Хирург кивает и подходит к моему отцу. Оливия наблюдает за нами с Пашей. За тем, как говорим, как держимся за руки. Отворачивается и закрывает лицо ладонями. Кожей чувствую ее стыд. Липкий, тягучий, густой.

Да, Паша был прав: стыд – острейшая эмоция. Заставляющая чувствовать себя плохим человеком. Недостойным находиться среди людей. Стыд побуждает прятаться под одеялом от всего мира.

Паша сжимает мою руку. Он со мной, а я с ним. До конца. Нам больше ничего не страшно.

Вместе мы идем в сторону кафетерия и выбираем свободный столик.

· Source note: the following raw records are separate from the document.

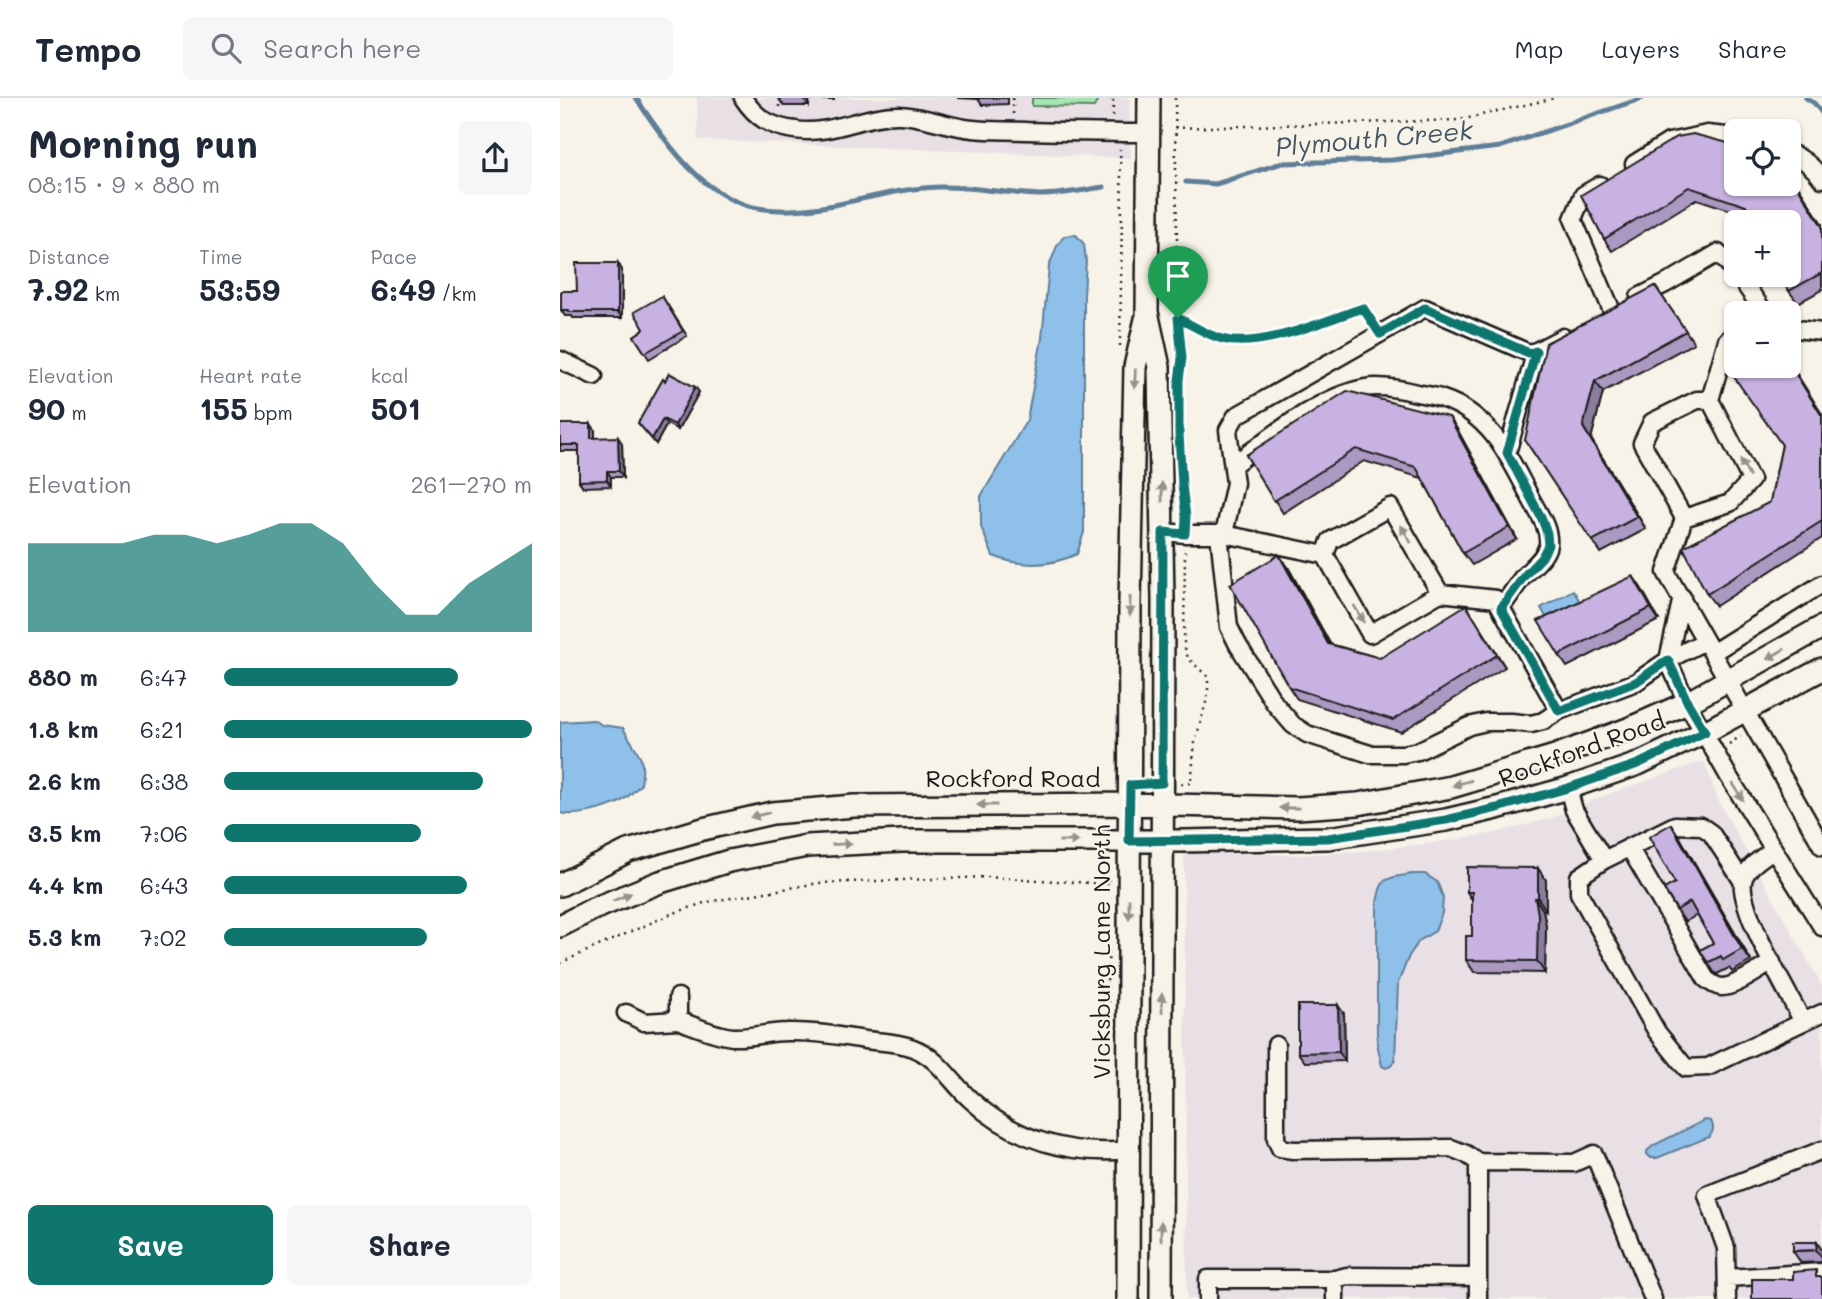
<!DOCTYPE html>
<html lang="en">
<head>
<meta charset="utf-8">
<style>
  :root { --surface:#fff; --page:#f6f6f7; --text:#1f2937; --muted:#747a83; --line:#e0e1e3; --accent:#0f766e }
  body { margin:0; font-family:Mali,sans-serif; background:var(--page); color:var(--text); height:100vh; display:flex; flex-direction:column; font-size:26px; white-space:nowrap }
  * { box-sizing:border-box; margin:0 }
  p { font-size:23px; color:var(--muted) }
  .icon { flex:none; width:38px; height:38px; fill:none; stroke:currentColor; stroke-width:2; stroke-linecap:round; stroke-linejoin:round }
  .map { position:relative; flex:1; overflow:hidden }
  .drawer { display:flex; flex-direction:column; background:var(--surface); width:560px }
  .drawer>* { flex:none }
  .buttons { position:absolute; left:1164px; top:21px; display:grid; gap:14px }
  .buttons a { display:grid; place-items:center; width:77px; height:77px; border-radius:10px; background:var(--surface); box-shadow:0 2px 5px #0004; font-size:35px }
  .pin { position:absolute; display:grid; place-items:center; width:60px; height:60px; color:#fff; margin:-72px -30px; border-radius:50% 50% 50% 0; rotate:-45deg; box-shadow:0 0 7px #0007 }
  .pin .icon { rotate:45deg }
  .round { display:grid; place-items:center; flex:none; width:74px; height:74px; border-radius:10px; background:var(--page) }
  .summary { display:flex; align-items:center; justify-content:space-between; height:119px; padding:0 28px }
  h1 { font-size:38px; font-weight:700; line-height:52px }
  .metrics { display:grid; grid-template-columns:repeat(3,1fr); gap:10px; height:119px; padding:7px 28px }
  .metrics div { display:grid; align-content:center }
  .metrics b { font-size:30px; font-weight:700 }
  .metrics small { font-size:19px; font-weight:400 }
  .metrics p { font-size:19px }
  .chart { height:196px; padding:14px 28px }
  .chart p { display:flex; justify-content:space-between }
  .chart svg { width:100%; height:126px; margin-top:7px; fill:var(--accent); opacity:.7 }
  .cta { display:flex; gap:14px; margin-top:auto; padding:14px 28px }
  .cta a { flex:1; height:80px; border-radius:10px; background:var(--accent); color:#fff; font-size:28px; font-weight:700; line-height:80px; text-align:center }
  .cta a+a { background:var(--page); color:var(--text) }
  ul { padding:0 28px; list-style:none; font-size:23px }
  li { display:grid; grid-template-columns:112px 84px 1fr; align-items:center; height:52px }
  li i { height:18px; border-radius:9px; background:var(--accent) }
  header { display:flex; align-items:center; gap:42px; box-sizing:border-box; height:98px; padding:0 35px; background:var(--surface); border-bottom:2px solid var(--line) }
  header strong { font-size:33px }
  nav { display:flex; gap:38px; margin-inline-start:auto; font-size:24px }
  .search { width:490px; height:63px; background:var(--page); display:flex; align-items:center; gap:18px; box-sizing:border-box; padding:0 24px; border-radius:10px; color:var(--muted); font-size:26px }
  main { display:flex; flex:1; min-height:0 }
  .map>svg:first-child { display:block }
</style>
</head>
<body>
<header>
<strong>Tempo</strong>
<div class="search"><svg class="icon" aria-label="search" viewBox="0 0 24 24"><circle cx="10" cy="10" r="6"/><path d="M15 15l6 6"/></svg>Search here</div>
<nav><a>Map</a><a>Layers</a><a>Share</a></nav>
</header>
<main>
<section class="drawer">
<div class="summary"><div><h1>Morning run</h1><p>08:15 · 9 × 880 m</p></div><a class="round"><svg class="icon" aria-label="share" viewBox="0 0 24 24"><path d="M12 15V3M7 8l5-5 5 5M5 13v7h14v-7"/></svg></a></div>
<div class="metrics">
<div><p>Distance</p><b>7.92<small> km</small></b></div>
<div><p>Time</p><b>53:59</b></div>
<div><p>Pace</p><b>6:49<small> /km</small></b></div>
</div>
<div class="metrics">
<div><p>Elevation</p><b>90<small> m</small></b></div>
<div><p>Heart rate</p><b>155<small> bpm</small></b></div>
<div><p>kcal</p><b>501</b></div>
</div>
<div class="chart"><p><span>Elevation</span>261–270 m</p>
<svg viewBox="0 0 160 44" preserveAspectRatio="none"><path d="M0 44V13L10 13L20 13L30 13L40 10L50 10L60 13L70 10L80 6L90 6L100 13L110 27L120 38L130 38L140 27L150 20L160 13V44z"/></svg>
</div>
<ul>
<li><b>880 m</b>6:47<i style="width:76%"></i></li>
<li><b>1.8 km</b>6:21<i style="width:100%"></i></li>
<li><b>2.6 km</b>6:38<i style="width:84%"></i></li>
<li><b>3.5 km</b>7:06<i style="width:64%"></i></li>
<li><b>4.4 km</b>6:43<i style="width:79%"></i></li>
<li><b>5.3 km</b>7:02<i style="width:66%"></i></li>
</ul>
<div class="cta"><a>Save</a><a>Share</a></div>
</section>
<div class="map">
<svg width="1262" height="1201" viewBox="0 0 1262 1201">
  <rect width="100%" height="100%" fill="#f7f3e8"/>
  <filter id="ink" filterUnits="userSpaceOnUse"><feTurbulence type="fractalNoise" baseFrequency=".0143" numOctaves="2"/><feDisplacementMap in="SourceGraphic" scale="14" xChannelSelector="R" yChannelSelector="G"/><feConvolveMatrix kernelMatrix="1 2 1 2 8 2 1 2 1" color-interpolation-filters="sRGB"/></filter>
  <g filter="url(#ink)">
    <path fill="#e9e0e6" d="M137 0H569L571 60 138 42Z
      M1144 663 1159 704 1262 888V1201H627L624 754 739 757 803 753 865 746 935 735 991 720 1051 695Z"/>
    <path fill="#a4e6b0" stroke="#608166" stroke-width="2" d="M472 0H539L534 9 472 8Z"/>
    <path fill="#8ec0ea" stroke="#607e98" stroke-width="2" d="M516 137 524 146 526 163 524 197V434L517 456C489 469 461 469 433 458L421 429V398L467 322 482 240 489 168 497 148 504 138Z
      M1013 492 1021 505 989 524 981 510Z
      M34 622 42 627 63 630C76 654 86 656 81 686 74 693 67 701 58 705 42 712 17 719 0 715V624Z
      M852 776H865L877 784 883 799 882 815 875 833 859 843 849 858 838 885 835 962 831 968 826 970 822 968 817 945V804L820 791 824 783 834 779Z
      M1145 1022 1151 1023C1154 1029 1154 1033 1149 1039L1097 1060H1091L1087 1056V1053L1094 1047Z"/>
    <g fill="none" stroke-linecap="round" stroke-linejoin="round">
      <path stroke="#607e98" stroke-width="5" d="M76 0C105 44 147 106 205 111 228 114 252 111 274 107 309 100 344 90 379 89 413 88 447 96 480 97 501 97 523 92 544 89
        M1246 0 1254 5 1262 15
        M626 84 656 86 722 65 832 62 940 49 1083 0"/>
      <g stroke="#1c1c1c" stroke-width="21">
        <path id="minor" d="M183 0C196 20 211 29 235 32 271 38 304 16 340 17 365 18 388 29 413 31 430 33 448 32 466 33 507 34 548 35 589 35
          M1228 54C1243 60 1253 68 1262 81
          M1074 66 1109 44 1147 36 1176 39
          M1040 87 1023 97 1013 121 1052 213
          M1178 177 1205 215
          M1079 199 1107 185 1158 155 1176 174
          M1228 230 1262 234
          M0 262 34 278
          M1150 302 1167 242 1176 239
          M947 355 976 253
          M673 367C711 339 757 299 805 290 822 287 841 291 857 295 866 297 875 298 883 301 929 316 949 358 969 397 976 412 990 429 988 446 986 460 970 470 962 480 955 490 948 500 941 510
          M1124 420 1170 405 1191 382 1150 302H1137L1092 324 1082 345 1124 420 1106 474 1262 748
          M603 434 626 436H664L675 385 668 332 676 318 865 210 969 255 976 253 1003 239
          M659 436 669 529 678 547 715 606 733 627 747 636 810 656H843L858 653 909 628 926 624H951L971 626 983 623 999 613
          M664 436 765 457 810 536 880 495 936 501 999 613 1076 584 1108 562 1145 543
          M765 457 770 443 830 409 880 495
          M1122 499 1108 562 1127 605 1169 679 1262 829
          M1152 555 1262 486
          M1008 690 1014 712 1044 762 1019 779V795L1097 934 1126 970 1148 969 1262 915
          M1069 749 1146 881C1151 885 1155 888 1161 889 1174 890 1200 871 1212 864
          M1213 752C1202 760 1186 769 1183 783 1178 811 1229 896 1243 924
          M1044 762 1115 727 1141 728 1151 735 1183 784
          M118 899V922C135 928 154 937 173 939 191 940 209 934 226 934 254 933 279 938 305 942 321 944 338 944 353 950 378 959 392 985 411 1002 454 1042 511 1058 568 1052
          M66 915 84 924 118 922
          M716 947V1041L720 1050 733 1052 891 1050 906 1056 918 1064 1014 1065 1034 1056 1093 1201
          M1167 1180 1262 1174
          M775 1181V1201
          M648 1201V1181H775L787 1178 918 1179
          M918 1201V1064
          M1167 1201 1166 1150 1147 1097 1262 1052"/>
      </g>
      <g stroke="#1c1c1c" stroke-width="26">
        <path id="major" d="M589 0 587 214 599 269 603 502 601 1201
          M0 787 68 753 143 731 212 715 294 708 568 706 738 710 798 706 891 689 995 658 1068 631 1127 605 1262 529
          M0 828 33 811 100 784 169 763 247 748 342 743H623L768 740 886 722 937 710 1008 690 1078 666 1145 634 1262 571
          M568 1201 570 504 575 269 586 221"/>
      </g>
      <path stroke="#1c1c1c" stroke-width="2.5" stroke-dasharray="2 5" stroke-linecap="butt" d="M219 0V13
        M453 0V18
        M615 0 617 140 616 169 619 192 620 214 618 220 622 260 619 279
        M553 18V0
        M615 30 900 22 995 0
        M618 220C632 227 647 237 662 241 700 252 766 222 803 210L811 222
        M560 248 562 111 560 51
        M621 380 626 419
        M1169 646 1181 638
        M621 686 631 685 635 644 648 597V579L628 560 624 547 625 453
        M549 760 547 771 549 785
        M0 865 111 816 147 804 259 785 427 779 549 786
        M549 904 547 885 549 848"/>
      <use href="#minor" stroke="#f7f3e8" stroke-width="16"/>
      <use href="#major" stroke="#f7f3e8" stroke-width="21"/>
    </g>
    <path fill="#ac99c2" stroke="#1c1c1c" stroke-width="2" d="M218 0H274V2H249V8H224Z
      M397 0H448V6L422 7 418 1Z
      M1176 47 1228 86V72L1262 126V192L1238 205 1229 193 1192 119 1137 101 1052 153 1044 141Z
      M58 165 62 172V220H13L12 218H5L1 212 17 193Z
      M1095 188 1134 245 1043 294 1031 341 1086 431 1041 455 965 342Z
      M102 198 127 238 89 261 74 238 84 231Z
      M1228 262 1262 316V440L1156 508 1147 496 1210 404 1222 347Z
      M105 283 135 289 139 294 118 332 107 326 96 346 78 325Z
      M889 319 897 331 957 441 912 467 903 455 862 380 804 363 723 415 686 357Z
      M0 326H31L35 332V340L62 345 63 379H51V388L23 389 19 383V353H0Z
      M719 457 728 469 770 546 820 560 914 519 945 569 841 634 737 601 729 589Z
      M1073 478 1081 490 1099 522 1007 569 999 557Z
      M1119 738 1191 863 1172 874 1169 870 1157 876 1154 874 1146 862 1153 845 1137 817 1125 824 1117 812 1115 785Z
      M986 782V812H983L986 828 985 875 914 874 906 862 912 838V802L907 794Z
      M784 916 785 963 745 964 738 955Z
      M1262 1152V1164L1241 1165 1233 1153Z"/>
    <path fill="#8c7d9e" stroke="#1c1c1c" stroke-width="2" d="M243 0H247L249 2V8Z
      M1228 72 1262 126V128L1228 73Z
      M58 165 62 172V220L58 214Z
      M1035 283 1043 294 1031 341 1086 431 1023 329Z
      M135 289 139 294 118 332 115 327Z
      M889 319 897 331 957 441 949 429Z
      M103 321 107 326 96 346 92 341Z
      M31 326 35 332V346L31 340Z
      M58 339 62 345 63 379 59 373Z
      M47 373 51 379V388L47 382Z
      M719 457 728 469 777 558 768 546Z
      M1073 478 1081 490 1099 522 1091 510Z
      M906 507 914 519 945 569 937 557Z
      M1111 726 1119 738 1191 863 1182 851Z
      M978 770 986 782V812L978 800Z
      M975 800 983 812 986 828 985 875 977 863Z
      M778 907 784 916 785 963 779 954Z
      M1257 1144 1262 1152V1160L1256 1152Z"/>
    <path fill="#c8b2e1" stroke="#1c1c1c" stroke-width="2" d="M1133 36 1176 47V86H1228V73L1262 128V175L1229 193 1221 177H1228V124H1194L1186 108 1129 89 1044 141 1021 97 1117 39Z
      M16 165H58V214H9V212H1V193H17Z
      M1095 188 1126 233 1035 283 1023 329 1077 419 1032 443 965 342 986 245Z
      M102 198 123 233 85 255 74 238 84 231 74 214Z
      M1176 263V268H1228V264L1262 318V423L1147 496 1123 449 1210 404 1222 347 1167 269Z
      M109 275 135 289 115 327 103 321 92 341 78 325 103 281 105 283Z
      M787 293 889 319 949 429 903 455 856 369 796 351 714 403 686 357Z
      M0 326H31V340L58 339 59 373H47V382L19 383V347H0Z
      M719 457 768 546 820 560 906 507 937 557 833 622 729 589 670 486Z
      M1073 478 1091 510 999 557 978 523Z
      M1111 726 1182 851 1163 862 1161 858 1149 864 1146 862 1140 852 1153 845 1130 804 1117 812 1104 791 1115 785 1089 739Z
      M907 769 978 770V800H975L978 816 977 863 906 862V838H912V794H907Z
      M738 907H778L779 954 738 955Z
      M1233 1144H1257L1256 1152 1233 1153Z
      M1256 1172V1179H1262V1201H1192V1181H1233V1174Z"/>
    <defs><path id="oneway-solid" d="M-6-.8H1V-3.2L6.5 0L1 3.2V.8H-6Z" transform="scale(1.75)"/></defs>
    <g fill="#94928c">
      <use href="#oneway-solid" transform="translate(575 281) rotate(92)"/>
      <use href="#oneway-solid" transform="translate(1185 370) rotate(-117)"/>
      <use href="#oneway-solid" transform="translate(602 394) rotate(-91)"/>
      <use href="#oneway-solid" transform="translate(846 436) rotate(-120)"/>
      <use href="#oneway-solid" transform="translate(570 508) rotate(90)"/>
      <use href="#oneway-solid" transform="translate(799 516) rotate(60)"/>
      <use href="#oneway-solid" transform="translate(1216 556) rotate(150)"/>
      <use href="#oneway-solid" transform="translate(902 685) rotate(164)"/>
      <use href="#oneway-solid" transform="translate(1178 694) rotate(59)"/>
      <use href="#oneway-solid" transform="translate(427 707) rotate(180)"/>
      <use href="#oneway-solid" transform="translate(729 710) rotate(-180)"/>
      <use href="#oneway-solid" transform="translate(200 717) rotate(166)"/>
      <use href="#oneway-solid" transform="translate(509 743)"/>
      <use href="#oneway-solid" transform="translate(282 746) rotate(-3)"/>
      <use href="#oneway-solid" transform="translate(62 799) rotate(-22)"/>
      <use href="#oneway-solid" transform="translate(569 811) rotate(90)"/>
      <use href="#oneway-solid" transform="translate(602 905) rotate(-90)"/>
      <use href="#oneway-solid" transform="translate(601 1133) rotate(-90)"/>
    </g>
  </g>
  <g fill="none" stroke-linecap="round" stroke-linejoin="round" filter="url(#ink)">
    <g stroke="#fff" stroke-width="14">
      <path id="route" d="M803 210 820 236 865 210 969 255 976 253 947 355 982 421 987 435 988 447 982 459 965 477 941 510 999 613 1076 584 1108 562 1128 605 1145 634 1078 666 1008 690 937 710 886 722 768 740 569 743 570 687 602 685 603 434 625 436 626 419 622 387 619 336V282L622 260 618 220C632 227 647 237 662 241 700 252 766 222 803 210Z"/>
    </g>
    <use href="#route" stroke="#0f766e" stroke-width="9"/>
  </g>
  <g text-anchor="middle" stroke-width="5" stroke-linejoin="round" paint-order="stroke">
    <g font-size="24" fill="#1c1c1c" stroke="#f7f3e8">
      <text transform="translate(1022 652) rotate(-20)" y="8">Rockford Road</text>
      <text x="453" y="689">Rockford Road</text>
      <text transform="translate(542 854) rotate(-90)" y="8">Vicksburg Lane North</text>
    </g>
    <g font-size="26" font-style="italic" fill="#445564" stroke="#f7f3e8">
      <text transform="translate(814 41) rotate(-5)" y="9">Plymouth Creek</text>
    </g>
  </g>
</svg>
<div class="buttons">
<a><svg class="icon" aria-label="locate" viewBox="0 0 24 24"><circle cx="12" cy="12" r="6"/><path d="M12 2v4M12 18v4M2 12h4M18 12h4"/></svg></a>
<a>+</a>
<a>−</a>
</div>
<div class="pin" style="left:618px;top:220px;background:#1e9e55"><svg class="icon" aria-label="arrive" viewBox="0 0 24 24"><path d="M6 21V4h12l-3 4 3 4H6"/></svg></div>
</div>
</main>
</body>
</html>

– Кто нарыл фото? – спрашиваю, когда он возвращается с обедом для себя и кофе с пирогом для меня. Мой голос звучит уже почти спокойно.

Чуть высоковато, согласна. Павел это считывает. Слегка хмурится.

– Какая разница?

– Вероника, да? Она шустрая. – Ожесточенно ковыряю вилкой шарлотку. – Ревнивая. Завистливая. Терпеть ее не могу. Дрянь.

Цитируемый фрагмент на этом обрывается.